Data block ▸
▼

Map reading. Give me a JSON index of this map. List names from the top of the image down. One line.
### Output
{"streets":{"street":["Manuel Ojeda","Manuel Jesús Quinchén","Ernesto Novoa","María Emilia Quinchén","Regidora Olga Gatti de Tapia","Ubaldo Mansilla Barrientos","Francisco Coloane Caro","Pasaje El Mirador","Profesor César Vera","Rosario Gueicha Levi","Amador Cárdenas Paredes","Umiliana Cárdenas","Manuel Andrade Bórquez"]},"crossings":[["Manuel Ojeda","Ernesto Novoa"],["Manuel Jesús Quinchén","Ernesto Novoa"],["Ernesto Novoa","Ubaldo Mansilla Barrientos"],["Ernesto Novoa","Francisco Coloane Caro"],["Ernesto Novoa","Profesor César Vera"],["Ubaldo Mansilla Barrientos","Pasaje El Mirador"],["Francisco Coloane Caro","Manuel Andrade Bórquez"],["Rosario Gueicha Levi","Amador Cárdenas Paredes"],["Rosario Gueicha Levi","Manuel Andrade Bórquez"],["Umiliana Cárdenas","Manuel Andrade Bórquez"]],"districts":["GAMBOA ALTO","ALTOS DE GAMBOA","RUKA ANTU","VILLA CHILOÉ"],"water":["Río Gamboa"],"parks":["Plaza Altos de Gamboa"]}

▲

Exercise directions ▸ Repeat this material verbatim.

Task response ▸
Map reading. Give me a JSON index of this map. List names from the top of the image down. One line.
### Output
{"streets":{"street":["Manuel Ojeda","Manuel Jesús Quinchén","Ernesto Novoa","María Emilia Quinchén","Regidora Olga Gatti de Tapia","Ubaldo Mansilla Barrientos","Francisco Coloane Caro","Pasaje El Mirador","Profesor César Vera","Rosario Gueicha Levi","Amador Cárdenas Paredes","Umiliana Cárdenas","Manuel Andrade Bórquez"]},"crossings":[["Manuel Ojeda","Ernesto Novoa"],["Manuel Jesús Quinchén","Ernesto Novoa"],["Ernesto Novoa","Ubaldo Mansilla Barrientos"],["Ernesto Novoa","Francisco Coloane Caro"],["Ernesto Novoa","Profesor César Vera"],["Ubaldo Mansilla Barrientos","Pasaje El Mirador"],["Francisco Coloane Caro","Manuel Andrade Bórquez"],["Rosario Gueicha Levi","Amador Cárdenas Paredes"],["Rosario Gueicha Levi","Manuel Andrade Bórquez"],["Umiliana Cárdenas","Manuel Andrade Bórquez"]],"districts":["GAMBOA ALTO","ALTOS DE GAMBOA","RUKA ANTU","VILLA CHILOÉ"],"water":["Río Gamboa"],"parks":["Plaza Altos de Gamboa"]}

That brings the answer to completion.